■ Exercise brief
Please keep the pictures out and write out exactly the lines from the first in the data below through the one containing "Enumerate all labels, markers", both included.

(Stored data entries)
-*-*-
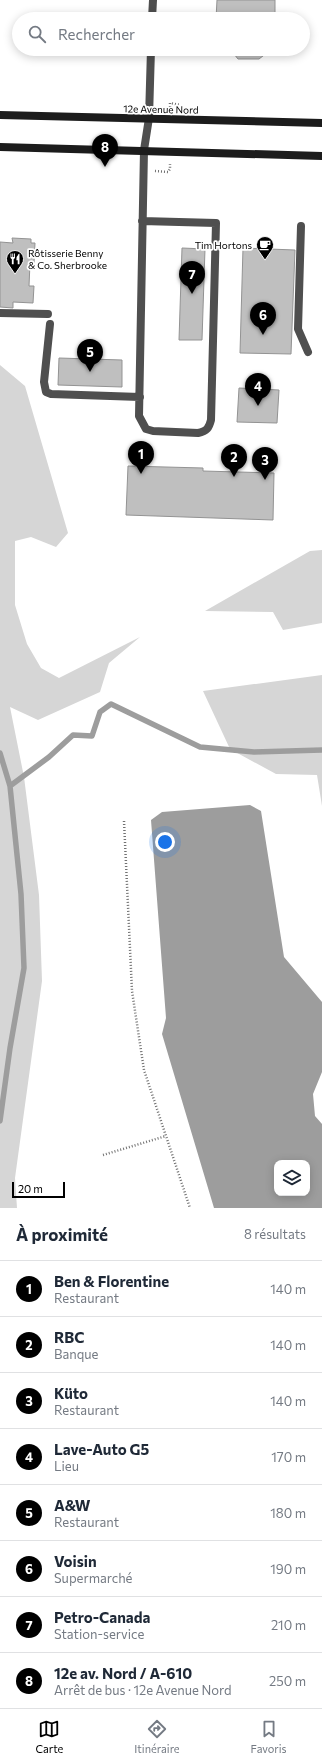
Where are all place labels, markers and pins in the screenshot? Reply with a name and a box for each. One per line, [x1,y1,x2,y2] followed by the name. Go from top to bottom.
[92,134,118,167] pin: 8
[255,235,275,260] cafe icon: Tim Hortons
[195,239,252,251] place label: Tim Hortons
[28,247,107,271] place label: Rôtisserie Benny & Co. Sherbrooke
[5,249,25,274] restaurant icon: Rôtisserie Benny & Co. Sherbrooke
[179,261,205,294] pin: 7
[250,302,276,335] pin: 6
[77,339,103,372] pin: 5
[245,373,271,406] pin: 4
[128,441,154,474] pin: 1
[221,444,247,477] pin: 2
[252,447,278,480] pin: 3

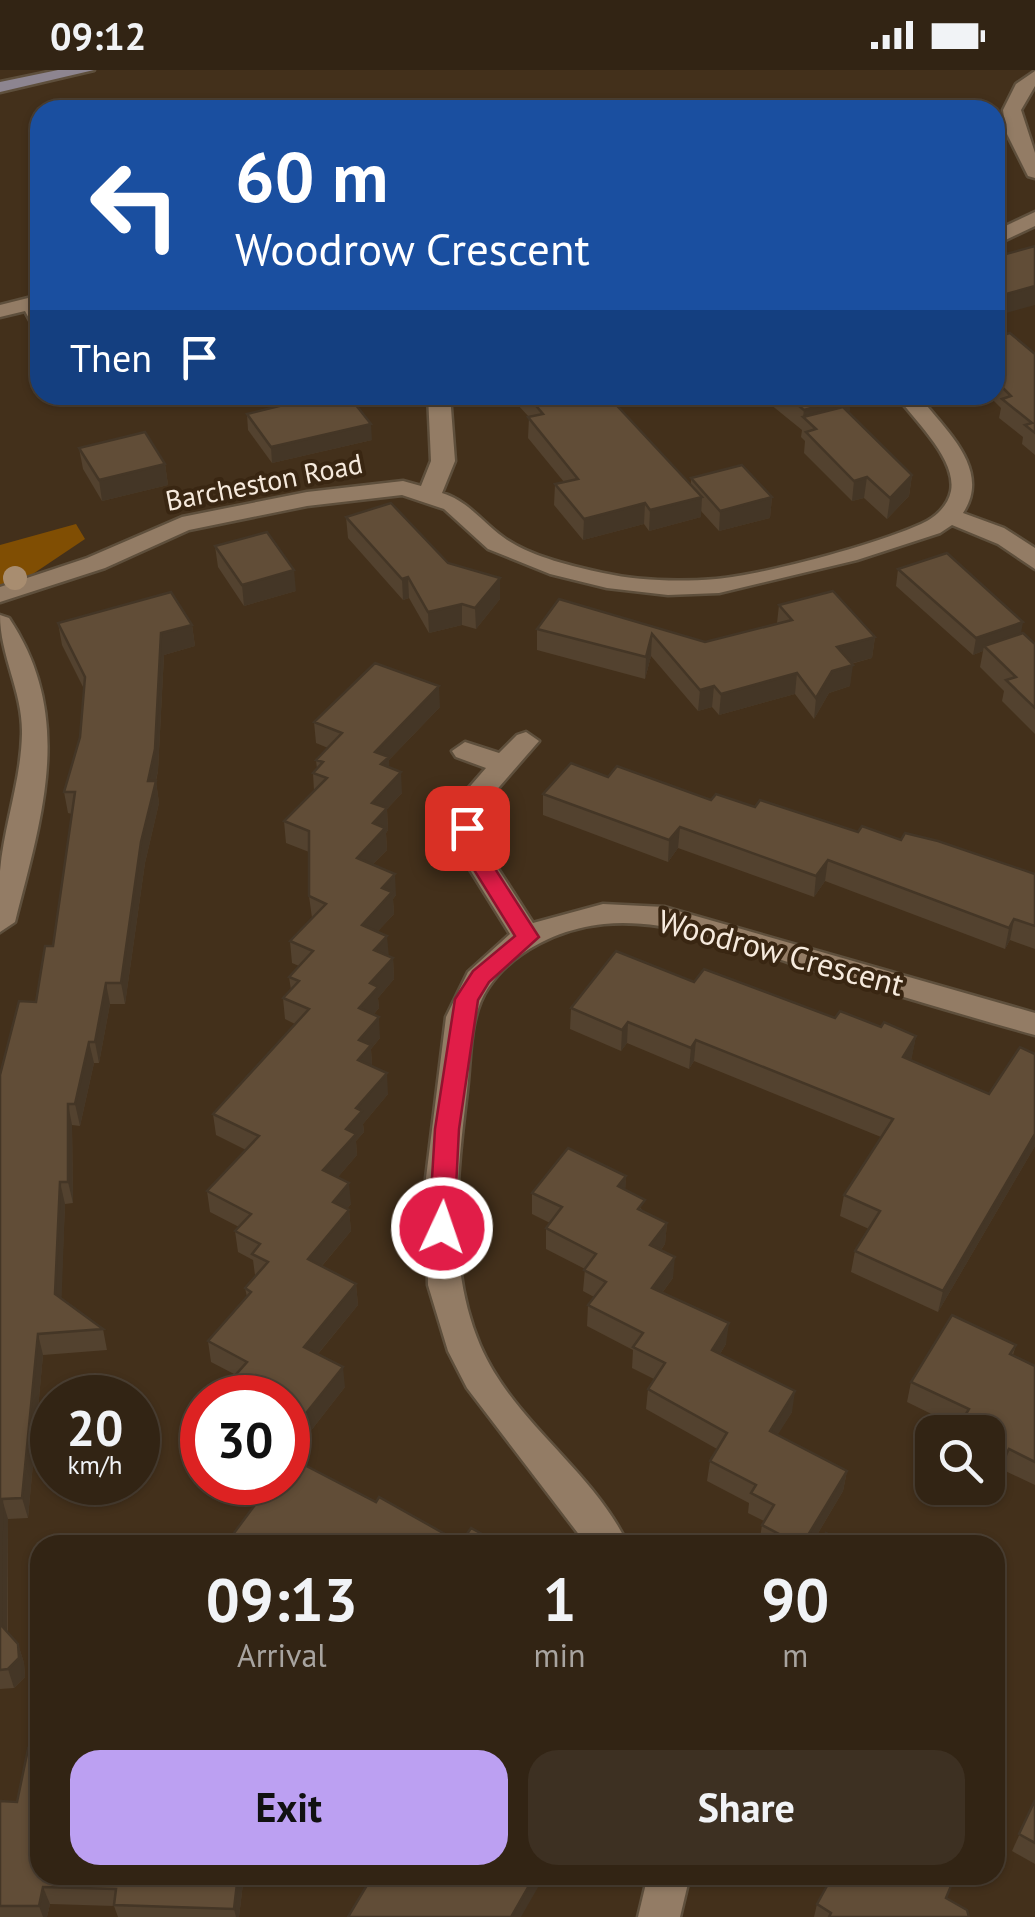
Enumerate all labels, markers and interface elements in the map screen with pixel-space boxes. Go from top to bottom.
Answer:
text: 09:12 [50,11,146,60]
text: 60 m [235,131,388,221]
icon: left [70,140,200,270]
text: Woodrow Crescent [235,219,590,277]
icon: arrive [172,330,227,385]
text: Then [70,333,152,382]
street label: Barcheston Road [162,444,366,519]
pin [425,786,510,871]
icon: arrive [440,801,495,856]
street label: Woodrow Crescent [654,899,909,1005]
position arrow [390,1176,494,1280]
speed limit sign: 30 [180,1375,310,1505]
text: 20 [67,1395,123,1460]
map controls [915,1415,1005,1505]
button: search [915,1415,1005,1505]
text: km/h [68,1449,122,1481]
text: 09:13 [206,1560,358,1638]
text: 1 [543,1560,577,1638]
text: 90 [761,1560,829,1638]
text: Arrival [237,1634,327,1676]
text: min [534,1634,586,1676]
text: m [782,1634,808,1676]
button: Exit [70,1750,508,1865]
button: Share [528,1750,965,1865]

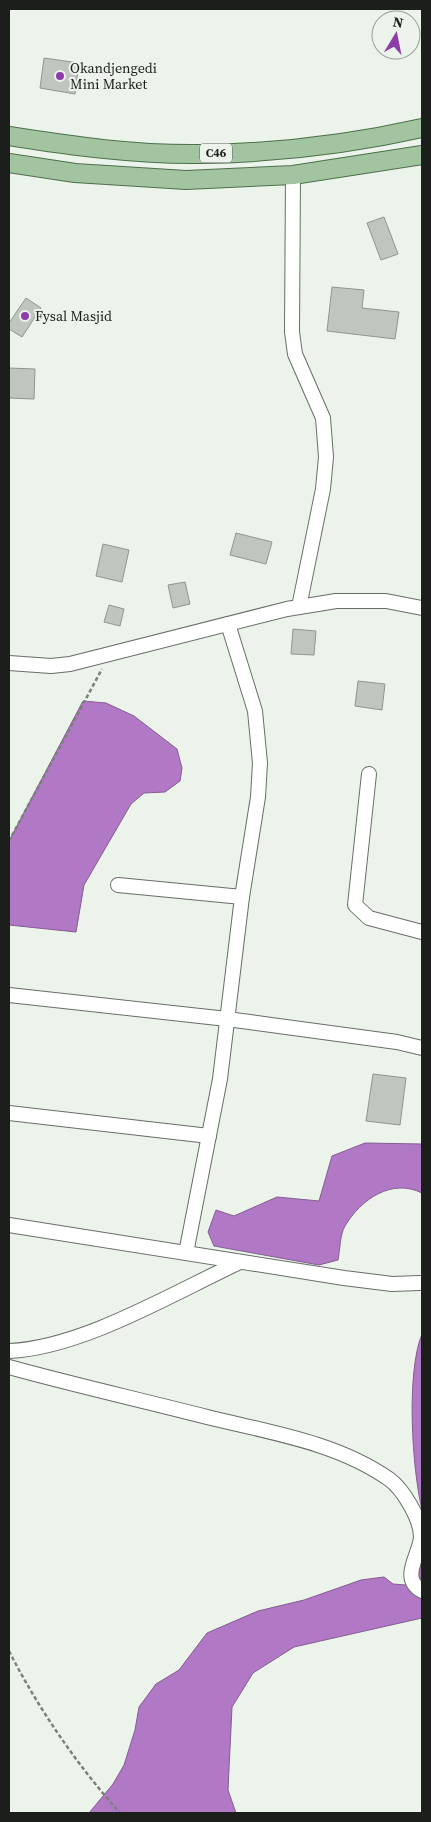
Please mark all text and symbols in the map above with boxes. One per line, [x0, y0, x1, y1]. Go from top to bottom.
north arrow [371, 10, 421, 60]
text: N [391, 11, 405, 33]
place label: Okandjengedi Mini Market [70, 58, 157, 94]
marker: Okandjengedi Mini Market [54, 70, 66, 82]
road number: C46 [200, 144, 232, 162]
place label: Fysal Masjid [35, 306, 112, 326]
marker: Fysal Masjid [19, 310, 31, 322]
-*-*-
■ Exercise result
Where are all place labels, markers and pins in the screenshot? Reply with a name and a box for each. One per line, [x1,y1,x2,y2] followed by the name. Go from top to bottom.
[92,134,118,167] pin: 8
[255,235,275,260] cafe icon: Tim Hortons
[195,239,252,251] place label: Tim Hortons
[28,247,107,271] place label: Rôtisserie Benny & Co. Sherbrooke
[5,249,25,274] restaurant icon: Rôtisserie Benny & Co. Sherbrooke
[179,261,205,294] pin: 7
[250,302,276,335] pin: 6
[77,339,103,372] pin: 5
[245,373,271,406] pin: 4
[128,441,154,474] pin: 1
[221,444,247,477] pin: 2
[252,447,278,480] pin: 3

Enumerate all labels, markers and interface elements in the map screen with pixel-space boxes. Go from top to bottom.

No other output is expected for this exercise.